US Federal Reserve Chairman Ben Bernanke on Friday offered his most explicit signal yet that the US central bank was set to ease monetary policy further, but provided no details on how aggressively it might act.
Bernanke warned that a prolonged period of high unemployment could choke off the US recovery and that the low level of inflation presented an uncomfortable risk of deflation, a dangerous downward slide in prices.
“There would appear — all else being equal — to be a case for further action,” Bernanke said at a conference sponsored by the Boston Federal Reserve Bank.
With overnight interest rates already close to zero, many economists expect the Fed to launch a fresh round of bond purchases, perhaps on the order of US$500 billion, to push borrowing costs lower at its next policy meeting on Nov. 2 and 3.
Prices for longer-dated US government debt fell after Bernanke’s remarks as investors bet the Fed would be successful in generating more inflation. Stocks were mixed, while the US dollar briefly hit an eight-month low against the euro.
Bernanke said the Fed could bolster its economy and inflation-lifting efforts by indicating a willingness to hold interest rates low for longer than currently expected.

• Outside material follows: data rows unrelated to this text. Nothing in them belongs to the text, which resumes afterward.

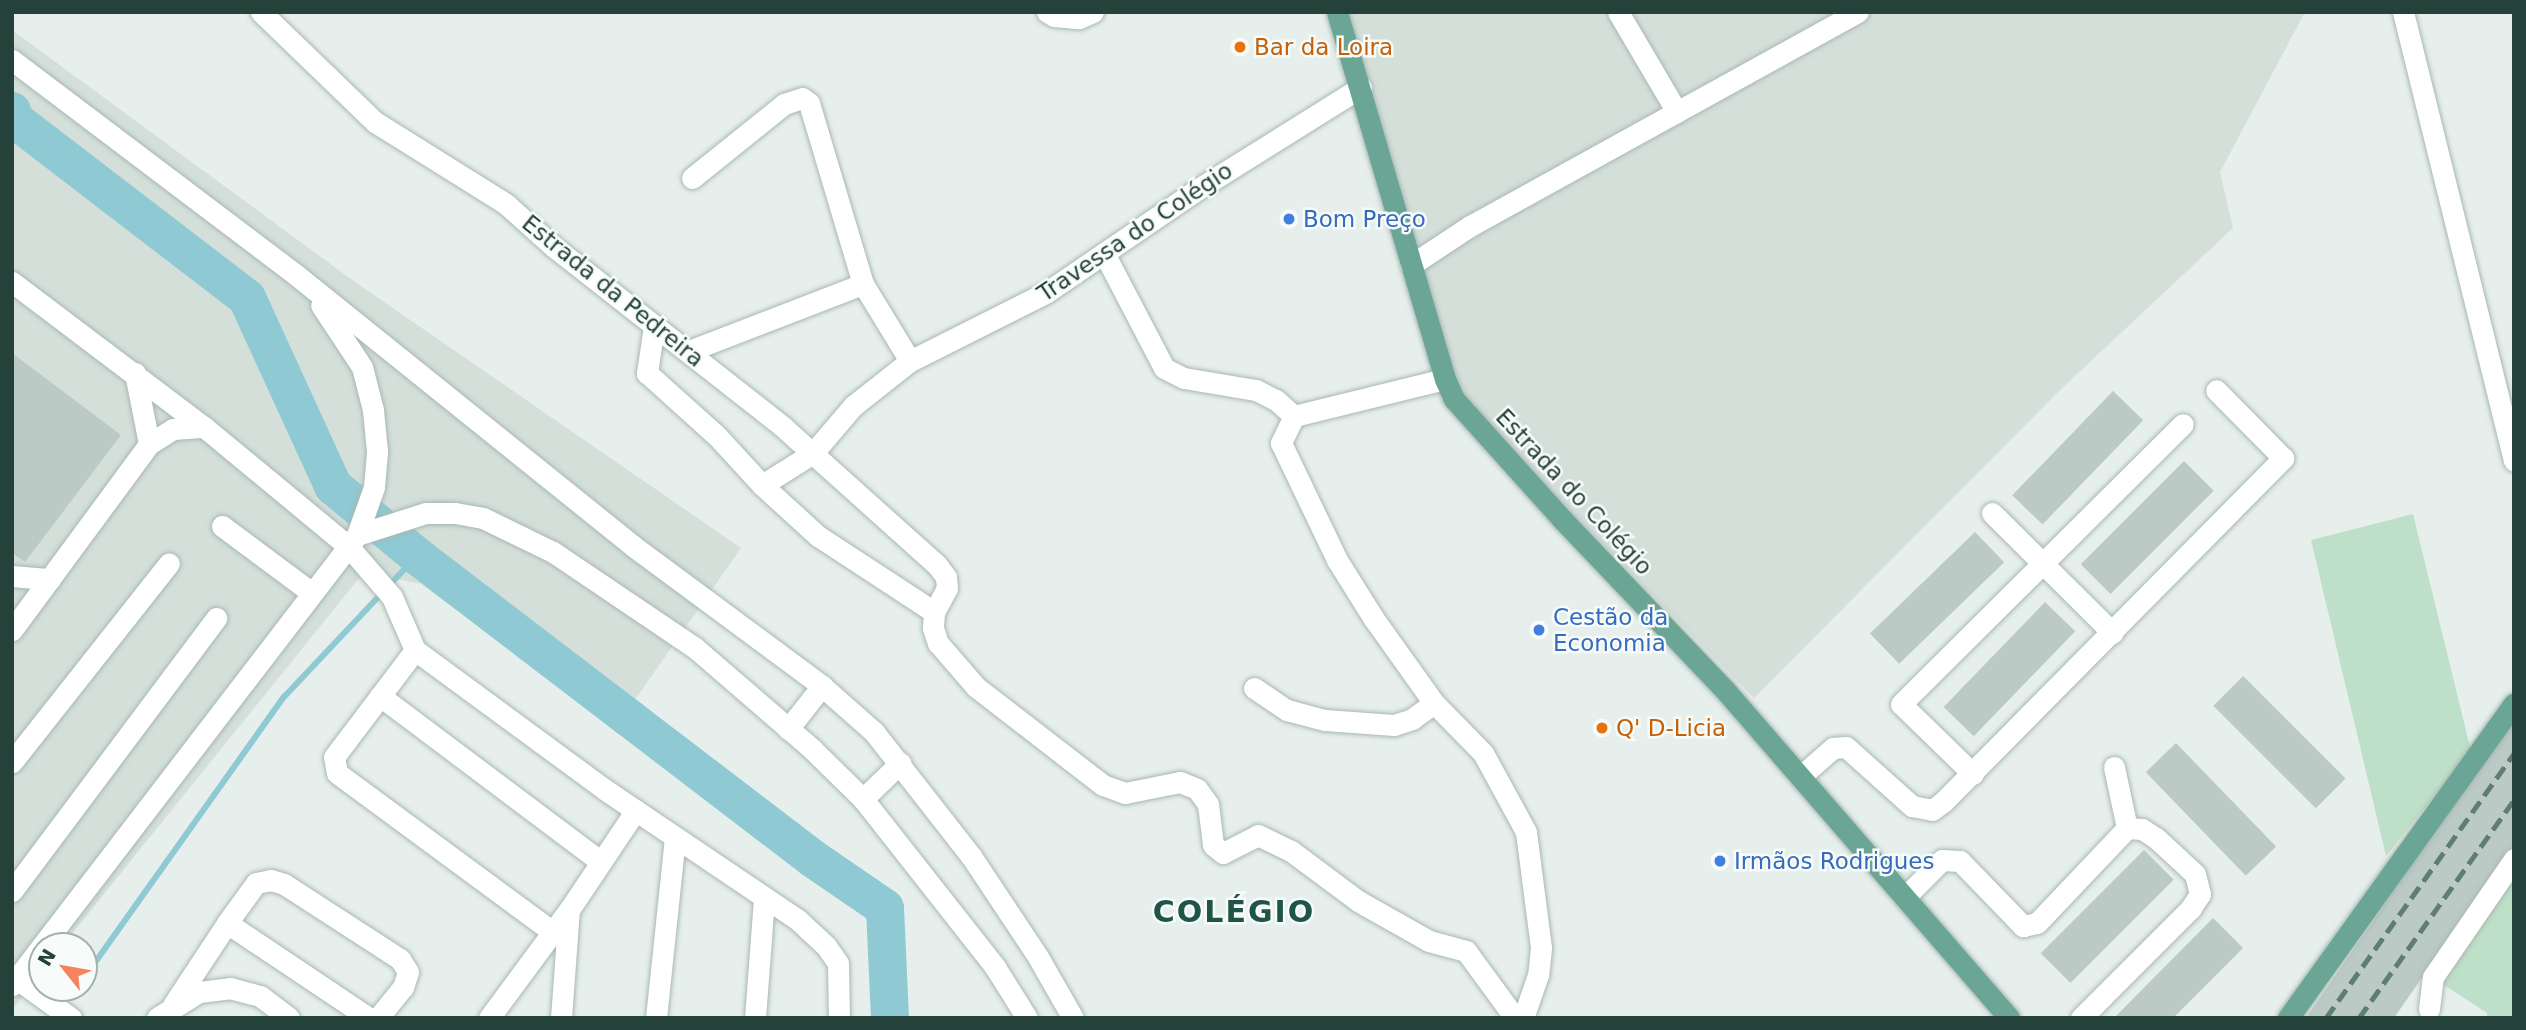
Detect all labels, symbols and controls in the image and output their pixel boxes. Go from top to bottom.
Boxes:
place label: Bar da Loira [1254,33,1393,61]
marker: Bar da Loira [1232,39,1248,55]
street label: Travessa do Colégio [1032,157,1238,307]
place label: Bom Preço [1303,205,1426,233]
street label: Estrada da Pedreira [517,209,709,373]
marker: Bom Preço [1281,211,1297,227]
street label: Estrada do Colégio [1490,403,1658,581]
place label: Cestão da Economia [1553,603,1668,657]
marker: Cestão da Economia [1531,622,1547,638]
place label: Q' D-Licia [1616,714,1726,742]
marker: Q' D-Licia [1594,720,1610,736]
place label: Irmãos Rodrigues [1734,847,1934,875]
marker: Irmãos Rodrigues [1712,853,1728,869]
district label: COLÉGIO [1154,894,1314,930]
north arrow [28,932,98,1002]
text: N [33,945,60,970]

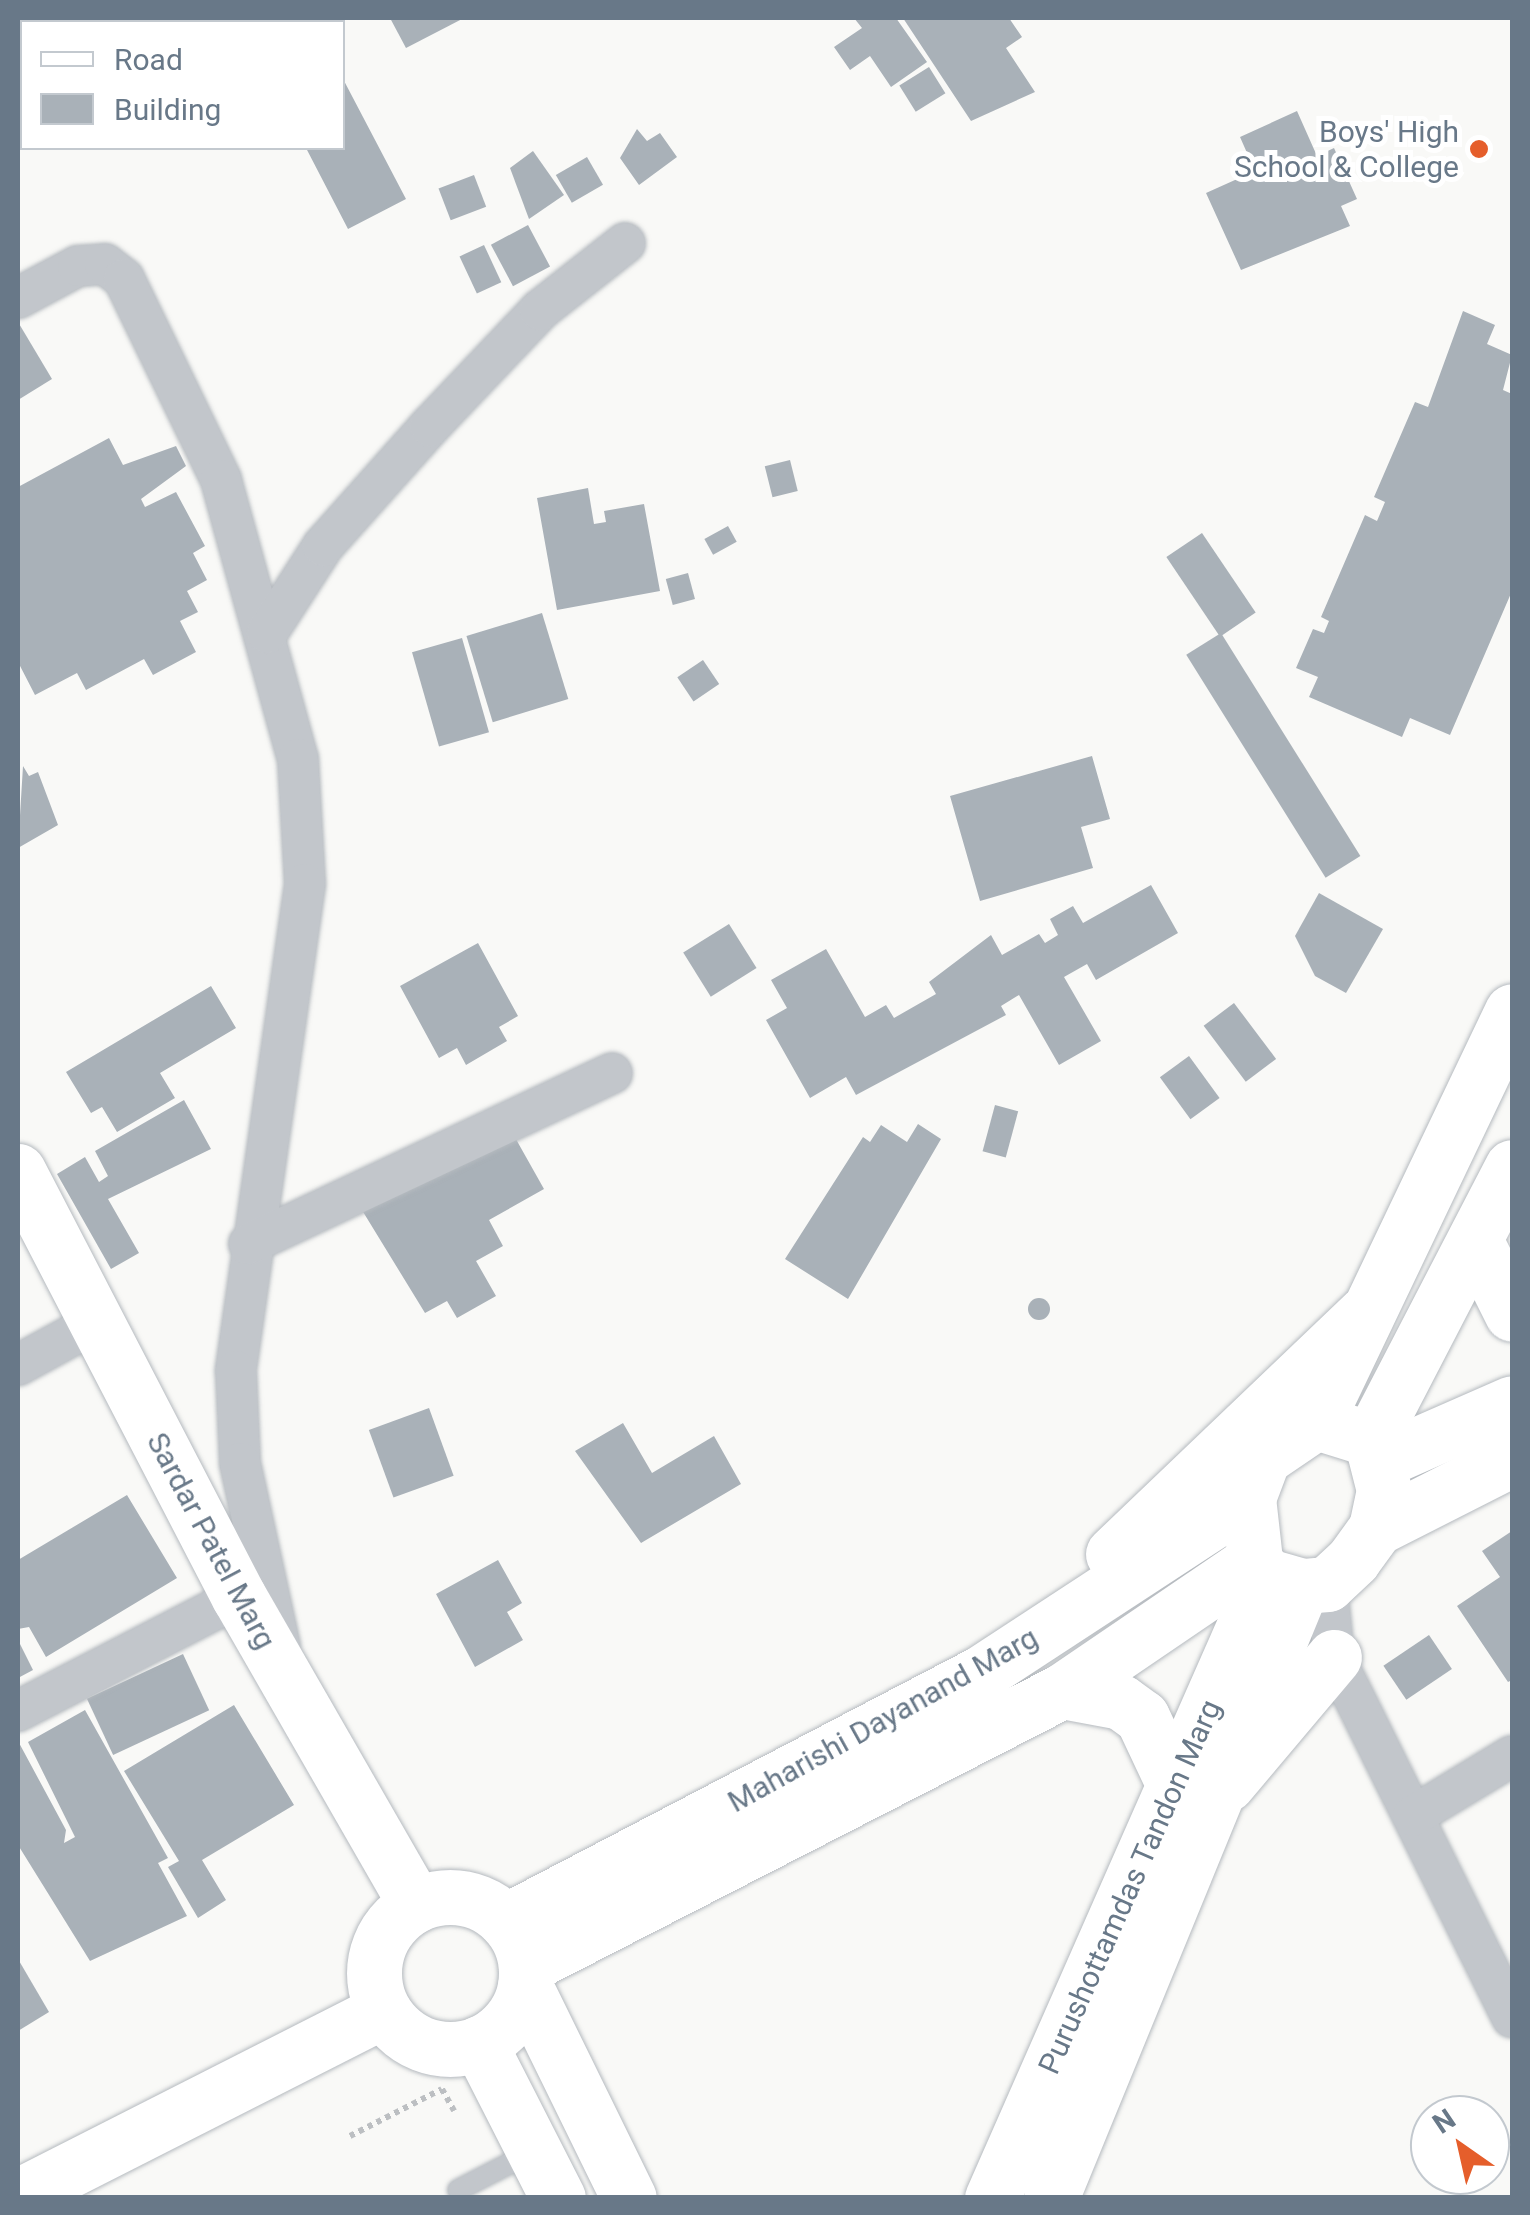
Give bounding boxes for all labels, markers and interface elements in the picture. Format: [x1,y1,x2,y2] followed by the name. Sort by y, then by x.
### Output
[20,20,345,150] legend
[114,42,183,77] text: Road
[114,92,221,127] text: Building
[1234,114,1459,184] place label: Boys' High School & College
[1468,138,1490,160] marker: Boys' High School & College
[139,1427,283,1655] street label: Sardar Patel Marg
[722,1620,1044,1820] street label: Maharishi Dayanand Marg
[1031,1694,1229,2080] street label: Purushottamdas Tandon Marg
[1410,2095,1510,2195] north arrow
[1427,2102,1461,2141] text: N

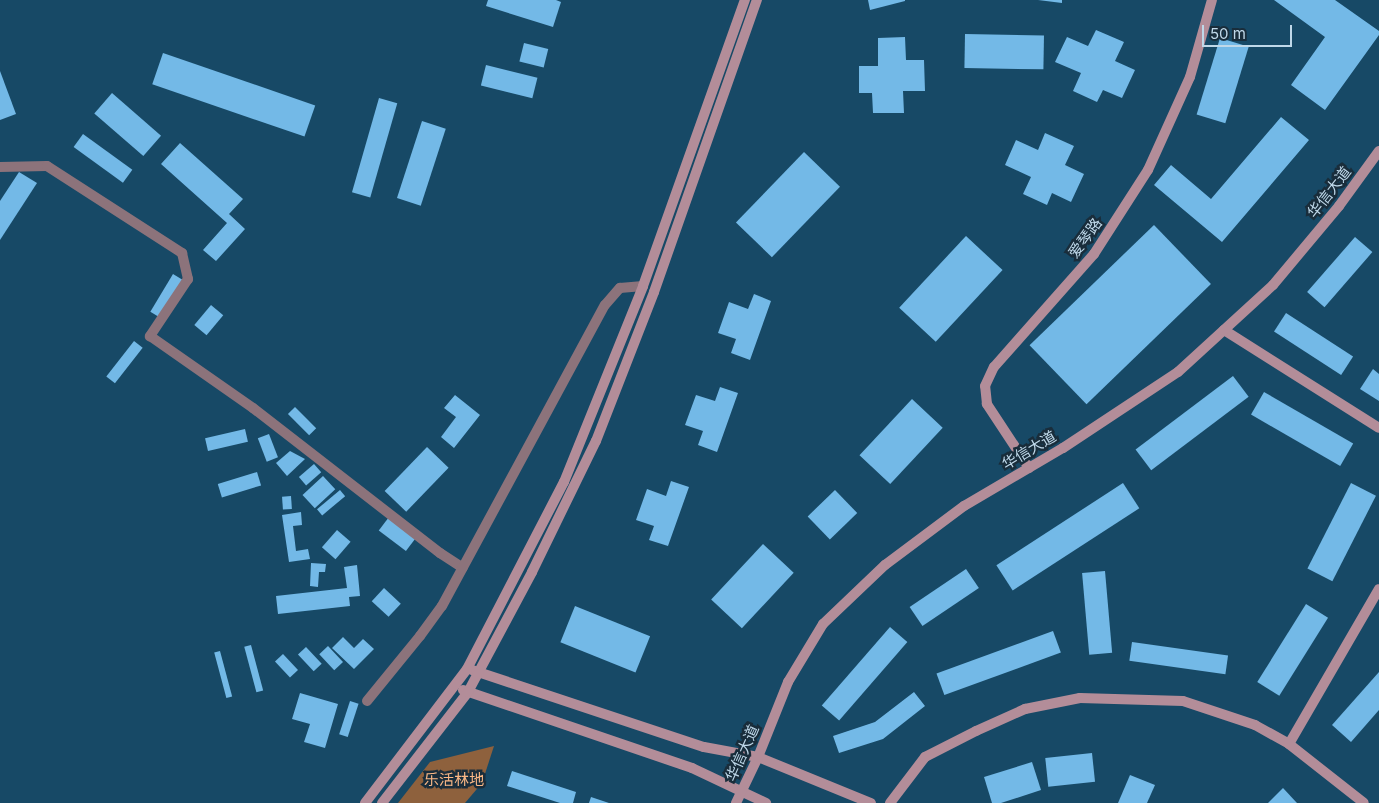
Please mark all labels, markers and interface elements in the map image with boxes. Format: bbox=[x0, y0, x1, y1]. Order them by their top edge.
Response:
scale bar bbox=[1204, 15, 1294, 47]
text: 50 m bbox=[1210, 24, 1246, 43]
street label: 华信大道 bbox=[1303, 163, 1355, 221]
street label: 爱琴路 bbox=[1064, 215, 1106, 261]
street label: 华信大道 bbox=[999, 427, 1059, 473]
street label: 华信大道 bbox=[722, 722, 762, 784]
park label: 乐活林地 bbox=[424, 771, 484, 789]

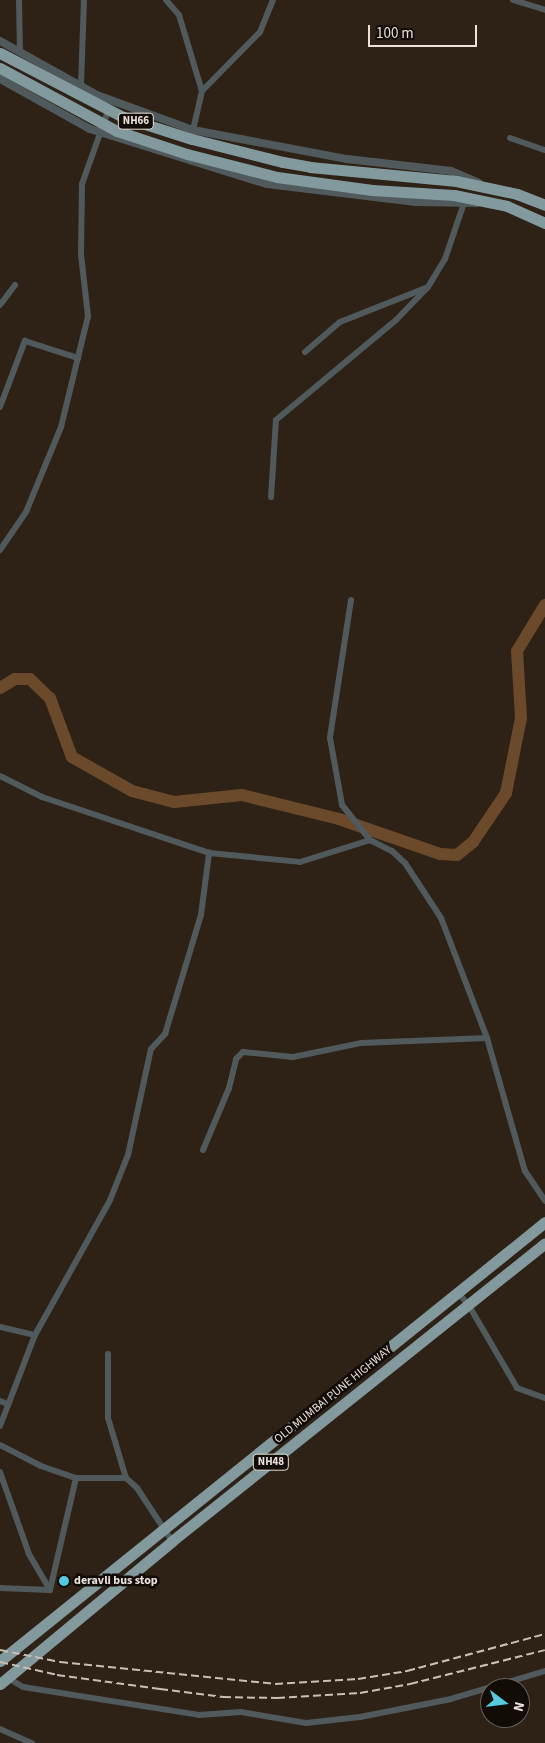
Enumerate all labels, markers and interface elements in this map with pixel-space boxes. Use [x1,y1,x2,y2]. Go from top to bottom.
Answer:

The Fed pushed overnight rates to zero in December 2008 and then bought US$1.7 trillion in US government and mortgage-linked bonds to offer more support for the economy.
Officials have said further asset buying, or quantitative easing, would be the course they would most likely pursue to spur a stronger recovery.
Bernanke indicated that Fed policymakers were still weighing how aggressive they should be, leaving markets to guess as to the details of any operation.
“The only question left is the size and scope of QE [quantitative easing],” Boris Schlossberg of GFT Forex in New York said.
Bernanke said that while the Fed had the tools to ease policy further, it still needed to proceed cautiously.
“Nonconventional policies have costs and limitations that must be taken into account in judging whether and how aggressively they should be used,” he said.
The Fed’s easy monetary policy, which pushed the US dollar to a 10-month low against a broad basket of currencies on Friday before the greenback reversed course, has drawn the ire of emerging market economies contending with a flood of capital as investors chase higher yields.
Many countries, worried about weak exports as well as potential asset bubbles, have taken steps to temper the rise in their currencies, sparking fears of a series of competing devaluations.
Even though the deep US recession ended in June last year, unemployment still hovers at a lofty 9.6 percent, and Bernanke said that core inflation, as measured by the Fed’s favorite gauge, has just risen 1.1 percent this year.
He said that Fed officials would like to see inflation at about 2 percent or a bit below.
The government said on Friday that the core consumer price index, a better-known inflation gauge, had risen just 0.8 percent over the 12 months through last month, the smallest annual gain since 1961.